トルコの離婚資産分割における一般的な課題
トルコの離婚中の資産分割に影響する反復的な課題がいくつかあり、解決するために法的介入や交渉を必要とすることが多いです。
混合資金で取得された財産
個人資金と夫婦資金の両方で部分的に購入された資産は、複雑な分割問題を生み出します。例えば、相続金(個人財産)と給与所得(取得財産)の両方を使用して住宅が購入された場合、適切な分割を決定するには資金の慎重な追跡が必要です。
裁判所は通常比例アプローチを適用し、個人および夫婦の貢献の比率に基づいて所有権利益を配分します。主要な購入に使用された資金の源泉を文書化することは、このような状況において重要な場合があります。
退職給付と年金
結婚期間中に蓄積された退職給付は、一般的に分割の対象となる取得財産と見なされます。しかし、トルコの年金制度は、特にまだ確定していない、または時間をかけて支払われる給付の評価と分割において課題を生み出します。

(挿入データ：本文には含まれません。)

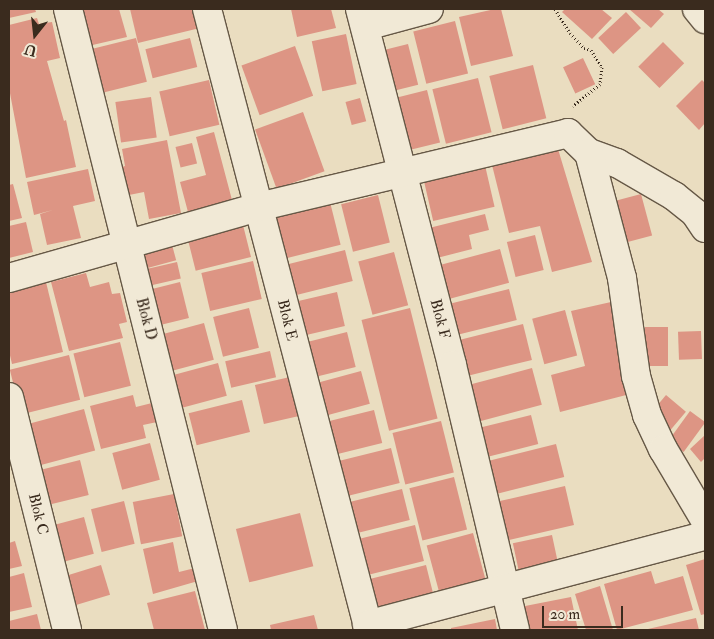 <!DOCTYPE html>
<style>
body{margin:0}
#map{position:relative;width:714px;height:639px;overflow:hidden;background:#eaddc0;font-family:"IM FELL Double Pica",serif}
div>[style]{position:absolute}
.building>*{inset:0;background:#dd9584;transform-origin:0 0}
.path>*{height:3px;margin-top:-1.5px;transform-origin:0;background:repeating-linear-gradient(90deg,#3a2b1e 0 1px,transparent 0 3.5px)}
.roads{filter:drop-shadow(1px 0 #665846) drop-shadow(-1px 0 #665846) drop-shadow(0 1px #665846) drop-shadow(0 -1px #665846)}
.street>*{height:28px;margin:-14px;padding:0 14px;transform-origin:14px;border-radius:14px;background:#f1e9d6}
span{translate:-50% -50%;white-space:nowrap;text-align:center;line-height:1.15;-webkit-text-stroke:4px #f1e9d6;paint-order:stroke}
.street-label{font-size:15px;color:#3a2b1e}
.frame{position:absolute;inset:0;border:10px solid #3a2b1e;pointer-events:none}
.north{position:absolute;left:10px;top:10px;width:50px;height:50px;-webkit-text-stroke:4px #f1e9d6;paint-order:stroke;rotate:196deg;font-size:14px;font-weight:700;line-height:20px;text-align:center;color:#3a2b1e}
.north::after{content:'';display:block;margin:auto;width:18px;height:22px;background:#3a2b1e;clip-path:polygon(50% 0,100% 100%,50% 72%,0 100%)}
.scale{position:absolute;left:542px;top:606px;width:81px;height:22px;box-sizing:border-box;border:2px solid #3a2b1e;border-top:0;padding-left:6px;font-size:15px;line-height:18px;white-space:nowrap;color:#3a2b1e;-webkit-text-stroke:4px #f1e9d6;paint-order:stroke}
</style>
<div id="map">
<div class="building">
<div style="clip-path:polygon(9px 9px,35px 9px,36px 12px,9px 18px)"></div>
<div style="clip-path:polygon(75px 9px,119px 9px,127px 37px,84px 47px)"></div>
<div style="clip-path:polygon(130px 9px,195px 9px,200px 28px,138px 43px)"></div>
<div style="clip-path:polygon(291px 9px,331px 9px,336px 28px,297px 37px)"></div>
<div style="clip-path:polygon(495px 9px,501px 9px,513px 56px,471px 66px,459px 17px)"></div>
<div style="clip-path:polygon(565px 9px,601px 9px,612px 18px,592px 39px,562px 12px)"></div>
<div style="clip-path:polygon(629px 9px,658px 9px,664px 14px,651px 28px)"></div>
<div style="left:626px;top:12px;width:22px;height:38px;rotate:47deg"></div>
<div style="clip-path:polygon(37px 18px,39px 24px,52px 22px,60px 58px,47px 61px,64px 121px,66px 120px,76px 167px,26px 178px,9px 88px,9px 25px)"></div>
<div style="left:455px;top:21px;width:54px;height:43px;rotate:76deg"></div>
<div style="left:346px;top:34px;width:51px;height:35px;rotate:78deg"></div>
<div style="left:136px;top:38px;width:45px;height:52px;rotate:76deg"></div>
<div style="left:190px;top:38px;width:30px;height:46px;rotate:76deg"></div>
<div style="left:663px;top:42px;width:30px;height:35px;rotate:45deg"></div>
<div style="left:408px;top:44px;width:42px;height:29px;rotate:76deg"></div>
<div style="left:295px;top:46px;width:53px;height:57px;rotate:70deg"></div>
<div style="left:583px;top:58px;width:29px;height:22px;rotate:65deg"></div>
<div style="left:533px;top:65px;width:55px;height:45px;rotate:76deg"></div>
<div style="left:478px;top:78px;width:56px;height:47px;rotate:76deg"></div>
<div style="left:209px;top:80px;width:46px;height:51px;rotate:77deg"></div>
<div style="clip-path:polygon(702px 80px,705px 83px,705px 123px,699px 130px,676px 106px)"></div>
<div style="left:427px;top:90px;width:54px;height:41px;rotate:76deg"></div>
<div style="left:151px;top:97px;width:41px;height:36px;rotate:82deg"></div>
<div style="left:360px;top:98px;width:24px;height:15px;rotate:75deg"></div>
<div style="left:303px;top:112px;width:63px;height:51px;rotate:70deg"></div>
<div style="clip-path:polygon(214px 132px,232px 200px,188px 212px,180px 182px,206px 175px,196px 137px)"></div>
<div style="clip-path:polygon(167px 140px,181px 213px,149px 219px,144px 192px,124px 196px,119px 168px,125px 166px,122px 149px)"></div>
<div style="left:192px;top:143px;width:21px;height:17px;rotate:76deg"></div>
<div style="clip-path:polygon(558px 149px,592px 262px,552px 272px,540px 226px,509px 233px,492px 165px)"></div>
<div style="left:484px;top:161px;width:47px;height:63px;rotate:77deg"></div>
<div style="clip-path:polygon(88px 169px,95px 201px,73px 206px,81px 238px,47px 245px,40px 214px,53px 210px,34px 215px,27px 182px)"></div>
<div style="clip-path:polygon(13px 184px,22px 218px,9px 221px,9px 185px)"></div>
<div style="left:641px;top:194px;width:43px;height:37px;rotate:75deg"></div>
<div style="left:378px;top:195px;width:49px;height:38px;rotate:76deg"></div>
<div style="left:330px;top:202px;width:44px;height:57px;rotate:76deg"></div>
<div style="clip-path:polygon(485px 214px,489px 230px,469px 235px,472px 249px,437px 258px,429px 228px)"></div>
<div style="clip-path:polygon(26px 222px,33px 252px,9px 258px,9px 226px)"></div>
<div style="left:243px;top:225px;width:33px;height:57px;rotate:76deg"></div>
<div style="left:535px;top:235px;width:36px;height:29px;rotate:76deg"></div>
<div style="left:171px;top:241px;width:20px;height:41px;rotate:75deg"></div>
<div style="left:500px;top:249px;width:35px;height:66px;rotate:75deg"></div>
<div style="left:345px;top:250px;width:32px;height:59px;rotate:76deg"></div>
<div style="left:394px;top:252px;width:55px;height:37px;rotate:75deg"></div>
<div style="left:253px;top:261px;width:39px;height:53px;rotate:77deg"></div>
<div style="left:177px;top:262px;width:17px;height:40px;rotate:77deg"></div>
<div style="clip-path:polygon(86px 273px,90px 287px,109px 282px,112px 294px,120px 293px,127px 322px,119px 324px,123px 338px,69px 351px,51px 282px)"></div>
<div style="clip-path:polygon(45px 278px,63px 352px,12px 364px,9px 351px,9px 287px)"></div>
<div style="left:180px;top:282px;width:37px;height:38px;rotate:76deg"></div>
<div style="left:509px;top:289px;width:32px;height:63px;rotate:76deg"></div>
<div style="left:337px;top:292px;width:35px;height:44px;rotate:77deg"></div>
<div style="clip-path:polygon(611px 302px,634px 393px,560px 412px,551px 375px,585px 366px,571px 311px)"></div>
<div style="left:249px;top:308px;width:41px;height:37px;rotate:76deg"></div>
<div style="left:410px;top:308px;width:114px;height:50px;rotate:76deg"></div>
<div style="left:565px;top:310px;width:47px;height:34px;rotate:75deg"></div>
<div style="left:204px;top:323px;width:38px;height:47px;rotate:75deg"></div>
<div style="left:523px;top:324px;width:37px;height:73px;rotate:76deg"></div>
<div style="left:645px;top:327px;width:23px;height:39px"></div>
<div style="left:701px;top:331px;width:28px;height:23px;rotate:88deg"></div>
<div style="left:347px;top:332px;width:36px;height:42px;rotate:76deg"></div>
<div style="left:120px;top:342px;width:45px;height:48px;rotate:76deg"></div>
<div style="left:270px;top:351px;width:27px;height:46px;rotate:77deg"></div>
<div style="left:69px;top:355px;width:46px;height:61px;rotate:76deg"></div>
<div style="left:218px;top:363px;width:34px;height:52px;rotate:75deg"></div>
<div style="left:532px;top:368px;width:38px;height:65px;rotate:75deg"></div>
<div style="left:361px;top:371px;width:34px;height:46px;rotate:75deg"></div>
<div style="left:290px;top:377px;width:40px;height:36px;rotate:77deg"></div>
<div style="clip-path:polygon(133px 395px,136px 407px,152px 403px,157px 422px,143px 425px,146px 438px,101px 449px,90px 406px)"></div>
<div style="left:666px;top:395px;width:26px;height:25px;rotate:40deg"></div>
<div style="left:242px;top:400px;width:33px;height:55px;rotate:76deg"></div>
<div style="left:84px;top:409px;width:43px;height:57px;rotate:75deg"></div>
<div style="left:374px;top:410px;width:34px;height:48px;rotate:76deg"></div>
<div style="left:690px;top:411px;width:19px;height:37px;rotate:36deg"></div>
<div style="left:531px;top:415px;width:30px;height:51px;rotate:76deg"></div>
<div style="left:441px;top:421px;width:53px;height:50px;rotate:76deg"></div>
<div style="clip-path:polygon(705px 435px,705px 458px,701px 462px,690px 449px)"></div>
<div style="left:150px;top:443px;width:38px;height:39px;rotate:75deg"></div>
<div style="left:556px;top:444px;width:34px;height:69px;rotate:76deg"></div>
<div style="left:391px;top:448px;width:36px;height:58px;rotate:76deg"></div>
<div style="left:80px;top:460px;width:36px;height:39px;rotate:76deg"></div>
<div style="left:454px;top:477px;width:54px;height:46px;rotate:76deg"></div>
<div style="left:565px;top:486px;width:40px;height:75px;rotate:77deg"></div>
<div style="left:402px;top:489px;width:32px;height:54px;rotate:76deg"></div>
<div style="left:174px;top:494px;width:43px;height:42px;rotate:79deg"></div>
<div style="left:124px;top:501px;width:44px;height:34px;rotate:76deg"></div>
<div style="left:300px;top:513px;width:55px;height:66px;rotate:76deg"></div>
<div style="left:84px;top:517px;width:38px;height:38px;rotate:75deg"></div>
<div style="left:415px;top:525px;width:37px;height:56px;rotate:76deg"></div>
<div style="left:473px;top:533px;width:56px;height:48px;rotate:75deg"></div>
<div style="left:552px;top:535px;width:29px;height:40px;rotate:78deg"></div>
<div style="clip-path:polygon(15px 541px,22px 566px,9px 569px,9px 543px)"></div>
<div style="clip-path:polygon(173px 542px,179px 572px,195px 568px,198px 581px,153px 594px,143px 549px)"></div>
<div style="clip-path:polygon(705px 559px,705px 614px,701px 615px,686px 565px)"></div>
<div style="left:101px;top:565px;width:31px;height:39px;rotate:73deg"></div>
<div style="left:426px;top:565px;width:38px;height:58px;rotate:76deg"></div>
<div style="clip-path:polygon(651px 571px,655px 584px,683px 576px,693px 610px,617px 630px,604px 584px)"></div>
<div style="clip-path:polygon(24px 573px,32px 607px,9px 612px,9px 577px)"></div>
<div style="clip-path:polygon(600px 586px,613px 630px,586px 630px,575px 594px)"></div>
<div style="clip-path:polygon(195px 591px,205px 630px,154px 630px,147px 603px)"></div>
<div style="clip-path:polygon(571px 597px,578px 630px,524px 630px,520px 607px)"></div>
<div style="clip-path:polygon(37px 614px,41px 630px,9px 630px,9px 621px)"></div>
<div style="clip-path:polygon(314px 615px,318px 630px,271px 630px,270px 625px)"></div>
<div style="clip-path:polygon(696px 618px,699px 630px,648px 630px,648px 629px)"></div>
<div style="clip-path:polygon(495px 619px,497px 630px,451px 630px,451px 628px)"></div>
</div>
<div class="path">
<div style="left:555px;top:9px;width:28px;rotate:58deg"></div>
<div style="left:570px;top:33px;width:21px;rotate:47deg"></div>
<div style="left:584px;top:48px;width:7px;rotate:16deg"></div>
<div style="left:591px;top:50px;width:20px;rotate:57deg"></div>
<div style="left:602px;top:67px;width:17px;rotate:97deg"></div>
<div style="left:600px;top:84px;width:35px;rotate:141deg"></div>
</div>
<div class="roads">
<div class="street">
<div style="left:68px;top:9px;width:640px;rotate:75.99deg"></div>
<div style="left:207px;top:9px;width:642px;rotate:75.38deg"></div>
<div style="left:360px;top:9px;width:368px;rotate:75.5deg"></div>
<div style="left:452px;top:365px;width:272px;rotate:76.6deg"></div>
<div style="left:697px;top:9px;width:13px;rotate:51deg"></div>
<div style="left:366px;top:26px;width:65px;rotate:-15.1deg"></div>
<div style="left:589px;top:153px;width:30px;rotate:20deg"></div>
<div style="left:617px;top:163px;width:66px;rotate:30.1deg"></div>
<div style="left:674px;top:196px;width:27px;rotate:39deg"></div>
<div style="left:695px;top:213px;width:18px;rotate:56deg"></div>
<div style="left:9px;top:278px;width:259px;rotate:-15.9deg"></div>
<div style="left:258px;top:207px;width:319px;rotate:-13.4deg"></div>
<div style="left:568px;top:133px;width:29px;rotate:44deg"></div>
<div style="left:589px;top:153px;width:129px;rotate:75.2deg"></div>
<div style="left:622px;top:278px;width:99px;rotate:81.9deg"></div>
<div style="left:636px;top:376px;width:41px;rotate:74.2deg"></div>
<div style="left:647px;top:415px;width:38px;rotate:65deg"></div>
<div style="left:663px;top:449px;width:82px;rotate:59.4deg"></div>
<div style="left:9px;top:397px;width:240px;rotate:76deg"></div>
<div style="left:367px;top:625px;width:350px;rotate:-14.8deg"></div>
</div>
</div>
<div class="street-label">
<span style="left:146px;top:319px;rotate:75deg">Blok D</span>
<span style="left:440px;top:319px;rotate:75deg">Blok F</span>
<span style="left:287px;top:320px;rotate:76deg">Blok E</span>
<span style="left:38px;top:514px;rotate:76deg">Blok C</span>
</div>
<div class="frame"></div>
<div class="north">U</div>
<div class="scale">20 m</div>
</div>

裁判所は以下を含むいくつかのアプローチを使用する場合があります:
- 繰延分割:非従業員配偶者が給付が最終的に支払われる時に自分の取り分を受け取る
- 現在価値計算と他の資産に対する即座の相殺
- 即座の分割と繰延分割の組み合わせ
年金分割の複雑性は、公平な結果を確保するために専門的な財務専門知識を必要とすることが多いです。
相続と贈与
結婚期間中に受けた相続と贈与は、通常分割の対象とならない個人財産と見なされますが、以下の場合に複雑さが生じます:
- 相続資産が夫婦資産と混合されている場合
- 相続財産が長期間にわたって家族目的で使用されている場合
- 両配偶者が相続財産の維持や改良に貢献している場合
このような場合、裁判所は相続がその独立した性格を維持しているか、混合または共同使用により夫婦財産に変換されているかを決定しなければなりません。
結論
トルコの離婚における資産分割は、取得財産参加制度が現在のデフォルトシステムである適用可能な夫婦財産制度に基づく構造化された法的枠組みに従います。一般原則は取得財産の平等分割ですが、資産の分類、評価の課題、事業利益や国際財産などの特別な状況を含む様々な要因がこのプロセスを複雑化する可能性があります。
このプロセスには、慎重な文書化、完全な財務開示、そして成功的に進めるためにしばしば専門的な法的および財務専門知識が必要です。実質的または複雑な資産を持つ夫婦にとって、婚前契約と適切な財務計画は離婚中の長期化した紛争を避けるのに役立ちます。
トルコの資産分割法の微妙な違いを理解することは、トルコ国民であれ、トルコの管轄権の対象となる国際的な夫婦であれ、トルコで離婚に直面する人にとって不可欠です。適切な法的指導により、当事者は財務的貢献と結婚への非金銭的貢献の両方を認識する公平で公正な分配に向けて取り組むことができます。
ソイル法律事務所について
ソイル法律事務所は、トルコでの離婚手続きと資産分割について包括的な法的支援を提供します。当チームは国際文書管理とアポスティーユサービスを専門とし、トルコの法的プロセスを進める外国人クライアントに専門的指導を提供します。詳細への注意を払って複雑な国際事件を処理し、世界中のクライアントにとってスムーズな国境を越えた法的取引を確保します。